阿伏兎は神威と直接やり合った感触と、街を潰した時の働きぶりから、とてもこの若造には勝てないと悟って辞退したのだ。一方で、神威は「あの時、俺らが生き延びたのは、アンタの知恵があったからだ。アンタは甘いからそれを実行できなかったけれど。つまり、俺らはそういう役割分担がいいと思うんだ」と、阿伏兎に参謀的な役割を求めた。結局、あの頃の部下は春雨としての激しい任務の中で1人散り2人散りし、最後に残った云業も神威と鳳仙の交戦を停めようとして死んだ。
そう考えると、あそこで姫沙羅鬼を食らってまでして生き延びた意味はあったのだろうかと、虚しくなる。女と我が子を血肉にしたといえば美談のようだが、食らったものは結局、糞になるだけではないか。

確かなことは、少なくとも神威と阿伏兎は生き残ってるということ。そして、阿伏兎は髪を伸ばすのをやめたということだ。

「で? どうして唐突にそんなハナシを? あの花魁と薄汚いガキの親子愛を見て、少しは俺んとこのんも哀れんでくれたのかい」

「まさか」

あまりにもサラリと言い捨てられ、阿伏兎はズッコケそうになる。
確かに、この青年にそんな人並みの情緒や感情など期待するべくもない。まさかの一言で片付けられ、軽んじられたのは花魁とガキか、食ってしまった胎児のことか、阿伏兎は確認する気にもならなかった。

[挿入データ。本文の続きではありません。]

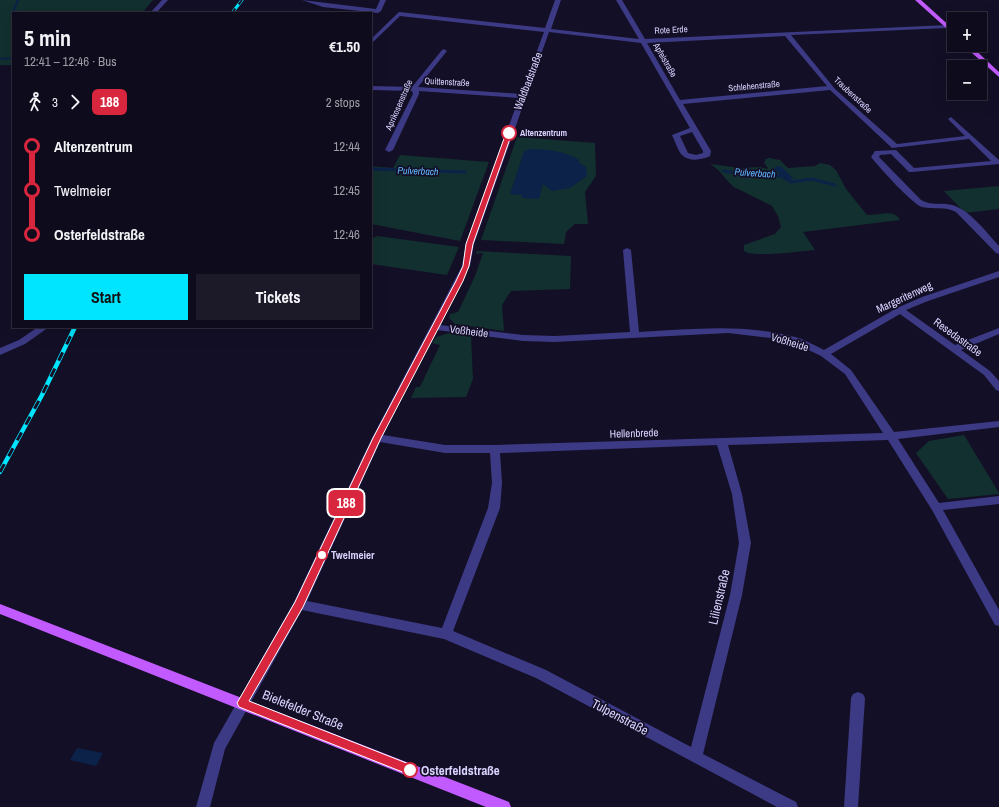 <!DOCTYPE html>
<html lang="en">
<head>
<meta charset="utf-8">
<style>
  :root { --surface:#0e0b1c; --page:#1c1929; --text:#f1f3f6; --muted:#9b9ba3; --line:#2e2b3b; --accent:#00e5ff }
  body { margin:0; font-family:"Archivo Narrow",sans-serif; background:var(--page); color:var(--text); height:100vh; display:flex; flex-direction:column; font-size:15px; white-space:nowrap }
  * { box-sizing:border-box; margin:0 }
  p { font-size:13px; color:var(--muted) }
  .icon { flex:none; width:22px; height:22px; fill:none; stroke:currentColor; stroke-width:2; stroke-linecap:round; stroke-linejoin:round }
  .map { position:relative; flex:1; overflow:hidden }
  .details { position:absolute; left:12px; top:12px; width:360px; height:316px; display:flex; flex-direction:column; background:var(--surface); border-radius:0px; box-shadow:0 4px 16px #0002,0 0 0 1px var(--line) }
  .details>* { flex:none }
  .badge { padding:0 8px; border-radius:6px; font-size:14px; line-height:26px }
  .fabs { position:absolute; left:947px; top:12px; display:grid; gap:8px }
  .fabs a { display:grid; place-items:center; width:40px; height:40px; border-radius:0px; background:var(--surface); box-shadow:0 4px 16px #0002,0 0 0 1px var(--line); font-size:20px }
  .map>.badge { position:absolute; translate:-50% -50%; box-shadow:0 0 0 2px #fff }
  .legs { display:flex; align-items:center; gap:6px; height:44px; padding:0 12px; font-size:13px }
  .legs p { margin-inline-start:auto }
  .headline { display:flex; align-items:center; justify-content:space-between; height:68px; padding:0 12px }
  h1 { font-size:22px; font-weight:700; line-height:30px }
  .cta { display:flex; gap:8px; margin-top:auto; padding:8px 12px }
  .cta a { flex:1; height:46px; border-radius:0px; background:var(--accent); color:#111; font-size:16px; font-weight:700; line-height:46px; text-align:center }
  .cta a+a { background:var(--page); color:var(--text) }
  ul { padding:0 12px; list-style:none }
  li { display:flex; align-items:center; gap:14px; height:44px; font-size:15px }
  li i { display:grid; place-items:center; width:6px; height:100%; margin:0 5px; background:currentColor }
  li i::after { content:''; width:10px; height:10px; margin:-5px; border:3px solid; border-radius:50%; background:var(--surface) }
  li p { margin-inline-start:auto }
  li:first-child i { background:linear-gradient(#0000 50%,currentColor 0) }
  li:last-child i { background:linear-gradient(currentColor 50%,#0000 0) }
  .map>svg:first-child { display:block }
  .green { fill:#12302f }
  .water { fill:#0c2248 }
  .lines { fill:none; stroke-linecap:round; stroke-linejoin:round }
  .stream-far1 { stroke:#0c2248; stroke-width:2 }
  .stream { stroke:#0c2248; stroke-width:3 }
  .minor { fill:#3d3a85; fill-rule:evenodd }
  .major { fill:#c25bff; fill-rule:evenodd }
  .rail-far1-casing { stroke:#00e5ff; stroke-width:3 }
  .rail-casing { stroke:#00e5ff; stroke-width:4.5 }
  .rail-far1 { stroke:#130f26; stroke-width:2; stroke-dasharray:5.5; stroke-linecap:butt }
  .rail { stroke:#130f26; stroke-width:3; stroke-dasharray:9; stroke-linecap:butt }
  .line-1 { fill:#d7263d; stroke:#fff }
  .stop-1-dot { fill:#fff; stroke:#d7263d; stroke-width:2 }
  .labels { text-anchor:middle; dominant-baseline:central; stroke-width:3.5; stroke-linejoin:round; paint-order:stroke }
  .far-street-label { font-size:9px; fill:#d9d4ff; stroke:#130f26 }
  .far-stop-label { font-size:9px; font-weight:bold; fill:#d9d4ff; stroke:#130f26; text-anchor:start }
  .far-water-label { font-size:10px; font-style:italic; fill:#62b6ff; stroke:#130f26 }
  .street-label { font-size:11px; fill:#d9d4ff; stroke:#130f26 }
  .stop-label { font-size:11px; font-weight:bold; fill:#d9d4ff; stroke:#130f26; text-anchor:start }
  .near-street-label { font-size:13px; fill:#d9d4ff; stroke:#130f26 }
  .near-stop-label { font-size:13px; font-weight:bold; fill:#d9d4ff; stroke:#130f26; text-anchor:start }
</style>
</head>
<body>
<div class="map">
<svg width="999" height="807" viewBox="0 0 999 807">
  <rect width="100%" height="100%" fill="#130f26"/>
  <g class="green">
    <polygon points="0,0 153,0 142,13 13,13 13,65 0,65"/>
    <polygon points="517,137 595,143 596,176 585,192 588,224 575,224 566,232 564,244 481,240"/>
    <polygon points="400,155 489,162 460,241 371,224 371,166 393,168"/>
    <path d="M 769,158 L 780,160 L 788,168 L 815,166 L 820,163 L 830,165 L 836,170 L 846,189 L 867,215 C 878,216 894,208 900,220 L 803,232 L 815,250 C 801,251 754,258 744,251 L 744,245 L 775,234 L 781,227 L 778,216 L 772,206 L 734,187 C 725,180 722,171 710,164 L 740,168 L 760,167 L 767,169 L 768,168 L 764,163 L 766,159 Z"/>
    <polygon points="999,186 999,209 965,213 944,191"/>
    <polygon points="377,236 459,247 447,275 371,264 371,239"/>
    <polygon points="477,251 571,256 570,289 511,291 502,305 504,331 455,324 449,318 450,314 458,312 475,276 483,253 476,254"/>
    <polygon points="449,333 471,336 473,379 466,397 411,398 416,387 420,387 440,345 432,343 436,337"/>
    <polygon points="964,435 999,493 999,494 948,499 916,453 929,441"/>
  </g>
  <g class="water">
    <path d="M 530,149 C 548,149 564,151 580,160 L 578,162 L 586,167 L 587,176 L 570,188 L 552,191 L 543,184 L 539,199 L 522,198 L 522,195 L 510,194 L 524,151 Z"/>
    <polygon points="776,166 782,167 794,179 786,180 778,177 780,174 774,169"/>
    <polygon points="77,748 103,753 96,766 70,760"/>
  </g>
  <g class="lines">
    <g class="stream-far1">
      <polyline points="13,12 18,0"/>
      <polyline points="0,59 13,58"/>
    </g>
    <g class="stream">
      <polyline points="371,169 465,172"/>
      <polyline points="724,171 731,172"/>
      <polyline points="753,175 781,176"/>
      <polyline points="783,177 791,182 812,179 835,185"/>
    </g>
    <g class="minor">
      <polygon points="162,0 168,0 156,13 150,13"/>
      <polygon points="302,0 376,9 380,0 386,0 381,11 378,13 323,7"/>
      <path d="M 555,0 L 561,0 L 551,29 L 639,39 L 616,0 L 622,0 L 645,39 L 948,25 L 948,27 L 946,28 L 791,35 L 835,89 L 897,144 L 965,136 L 948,119 L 951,117 L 999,160 L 999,164 L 912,172 L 909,172 L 891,154 L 880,155 L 879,157 L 921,200 C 931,206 941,202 952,205 C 969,209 987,233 999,246 L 999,254 L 996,253 L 956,212 C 945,206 934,210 922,207 C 911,203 880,168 871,157 L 875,151 L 896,150 L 914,168 L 991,161 L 969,139 L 892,148 L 830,90 L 683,104 L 711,151 L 710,156 C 702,160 689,162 682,155 C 678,151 675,141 672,135 L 690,128 L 641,43 L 549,32 L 474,244 L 470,266 L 440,325 L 523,335 L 555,336 L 630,332 L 623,250 L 627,248 L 631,250 L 639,332 C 693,329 746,323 799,338 C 807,341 816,346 824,350 L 897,308 L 922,297 L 999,271 L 999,277 L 928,301 L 906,310 L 955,345 L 999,328 L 999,334 L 961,350 L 990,371 L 999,381 L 999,391 L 996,390 L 984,375 L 900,314 L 831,354 L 851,370 L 894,432 L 999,421 L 999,427 L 898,439 L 939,503 L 999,496 L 999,504 L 943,510 L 999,610 L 999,626 L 995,625 L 932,510 L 888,440 L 728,445 L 742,494 L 751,543 L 742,595 L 703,754 L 796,802 L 798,807 L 777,807 L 536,678 L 444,639 L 302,610 L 225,749 L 210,807 L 196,807 L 214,743 L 294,602 L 372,438 L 462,266 L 466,244 L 519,98 L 419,91 L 419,94 L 393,150 L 389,152 L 385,150 L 413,94 L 412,91 L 371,90 L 371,86 L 412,87 L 442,50 L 444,49 L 447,51 L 418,87 L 521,94 L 544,32 L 400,16 L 371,44 L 371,39 L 399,12 L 545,28 ZM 785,36 L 827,86 L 680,100 L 647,43 ZM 692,132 L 703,151 L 703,153 L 696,155 L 688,153 L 680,136 ZM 437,330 L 523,341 L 555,342 L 728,333 L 771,338 L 794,343 L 821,356 L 845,374 L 883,433 L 495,445 L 445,445 L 383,435 ZM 380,442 L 445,453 L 490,453 L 492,483 L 488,508 L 442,628 L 307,601 ZM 717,445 L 732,494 L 739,543 L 730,595 L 691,747 L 546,670 L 453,631 L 500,508 L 502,483 L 500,453 Z"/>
      <polygon points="38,327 49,327 25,344 0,355 0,348 19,340"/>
      <polygon points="858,692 863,694 865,698 858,807 844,807 851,698 853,694"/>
    </g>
    <g class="major">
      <polygon points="915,0 921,0 954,30 954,35"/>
      <polygon points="963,45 970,45 999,72 999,77"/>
      <polygon points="0,604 504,800 509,802 511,807 486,807 0,614"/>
    </g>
    <defs>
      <polyline id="rail-far1" points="232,13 242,0"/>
      <polyline id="rail" points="0,472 42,395 75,327"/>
    </defs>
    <use href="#rail-far1" class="rail-far1-casing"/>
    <use href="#rail" class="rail-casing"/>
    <use href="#rail-far1" class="rail-far1"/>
    <use href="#rail" class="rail"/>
  </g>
  <polygon class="line-1" points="509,131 512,133 473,244 469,266 463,281 381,438 303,607 249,701 414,766 416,770 414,773 410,775 239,707 237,703 295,602 373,438 456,281 463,266 466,244 506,133"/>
  <g class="stop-1-dot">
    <circle cx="509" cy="133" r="7"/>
    <circle cx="322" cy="555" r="5"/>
    <circle cx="410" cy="770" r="7"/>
  </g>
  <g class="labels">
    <g class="far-street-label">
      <text transform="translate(671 30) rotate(-3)">Rote Erde</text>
      <text transform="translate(665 60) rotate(60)">Apfelstraße</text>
      <text transform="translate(447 82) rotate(3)">Quittenstraße</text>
      <text transform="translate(754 86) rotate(-5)">Schlehenstraße</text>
      <text transform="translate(853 95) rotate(43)">Traubenstraße</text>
      <text transform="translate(399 105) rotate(-66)">Aprikosenstraße</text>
    </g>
    <g class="far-stop-label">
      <text x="520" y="133">Altenzentrum</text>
    </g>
    <g class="far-water-label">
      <text transform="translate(418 171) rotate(2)">Pulverbach</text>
      <text transform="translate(755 173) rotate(4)">Pulverbach</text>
    </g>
    <g class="street-label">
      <text transform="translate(528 81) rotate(-69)">Waldbadstraße</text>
      <text transform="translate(904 297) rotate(-25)">Margeritenweg</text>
      <text transform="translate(469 331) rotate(7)">Voßheide</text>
      <text transform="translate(958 337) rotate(36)">Resedastraße</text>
      <text transform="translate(790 342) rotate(17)">Voßheide</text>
      <text transform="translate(634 433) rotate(-2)">Hellenbrede</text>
    </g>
    <g class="stop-label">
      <text x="331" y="555">Twelmeier</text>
    </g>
    <g class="near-street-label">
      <text transform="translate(719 597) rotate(-77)">Lilienstraße</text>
      <text transform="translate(303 710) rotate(22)">Bielefelder Straße</text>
      <text transform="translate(620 717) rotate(28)">Tulpenstraße</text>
    </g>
    <g class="near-stop-label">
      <text x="421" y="770">Osterfeldstraße</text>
    </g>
  </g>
</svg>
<div class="fabs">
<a>+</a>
<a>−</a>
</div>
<b class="badge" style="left:346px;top:503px;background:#d7263d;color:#fff">188</b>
<section class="details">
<div class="headline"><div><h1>5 min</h1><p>12:41 – 12:46 · Bus</p></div><b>€1.50</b></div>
<div class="legs"><svg class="icon" aria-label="walk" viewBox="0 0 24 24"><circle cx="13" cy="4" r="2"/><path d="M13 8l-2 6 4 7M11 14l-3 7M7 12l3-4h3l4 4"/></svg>3<svg class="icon" aria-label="forward" viewBox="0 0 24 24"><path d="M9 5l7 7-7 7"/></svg><b class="badge" style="background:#d7263d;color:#fff">188</b><p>2 stops</p></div>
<ul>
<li><i style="color:#d7263d"></i><b>Altenzentrum</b><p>12:44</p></li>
<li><i style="color:#d7263d"></i><span>Twelmeier</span><p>12:45</p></li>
<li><i style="color:#d7263d"></i><b>Osterfeldstraße</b><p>12:46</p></li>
</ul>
<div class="cta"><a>Start</a><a>Tickets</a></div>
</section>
</div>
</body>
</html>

「アンタが髪を伸ばしたら、編んであげようって思っただけだよ」

「悪いな。そいつぁ、いくら団長の頼みでもきけねぇ」

「だったら、ケツ貸して」

「はぁ?」

阿伏兎の残っている側の腕を勝手に枕にして寝ているくせに、神威はそんなとんでもない発言をしてケロリとしていた。

「なんだ、催したのか」

「編ませてくれるんだったら、ケツは勘弁してあげる」

あの女に編ませるのが一番なんだ、と答えようとして、阿伏兎は女の名前をど忘れしていることに気付いた。そうだ、もう何年も経っているし、過去を振り返ることもなくなっているから。
だから、その代わりに「団長にケツをお貸しします」と言うと、ごろりとうつ伏せに寝転がった。

「そんなに俺に髪を編ませるのが、嫌なんだ?」

しかし、そう拗ねてみせた神威も別に嫉妬などという感情を含んでいるわけでもなく、ただ、じゃれてそう言ってみただけのようであった。その証拠に「あーあ。俺も夜兎の女とヤってみたかったなぁ。俺が知ってる夜兎の女って、その他にはお袋と妹だけだもん。それ以外の種族の女ってさ、すぐに壊れちゃって」などとボヤいている。

「お前さんの扱いが乱暴なんだ」

「だって、そうじゃないと気持ちよくならないんだもん」

神威は阿伏兎の上に跨がると、背中から夜着を引き剥がした。月光に阿伏兎の古傷だらけの肩が浮かび上がる。神威は舌舐めずりをすると、渾身の力を顎に込めて、その肌に噛みついた。


(了)

【後書き】吉原編で「団長の顔がちらついて」と阿伏兎が口走ったシーンを見てから、ずっと書きたいと思っていたストーリーです。ネタがネタだし、あまり需要のないCPなので、ずっと書くのを遠慮していたのですが、やっぱり我慢できなくて。書き始めたら止まらずに、一気呵成に仕上がりました。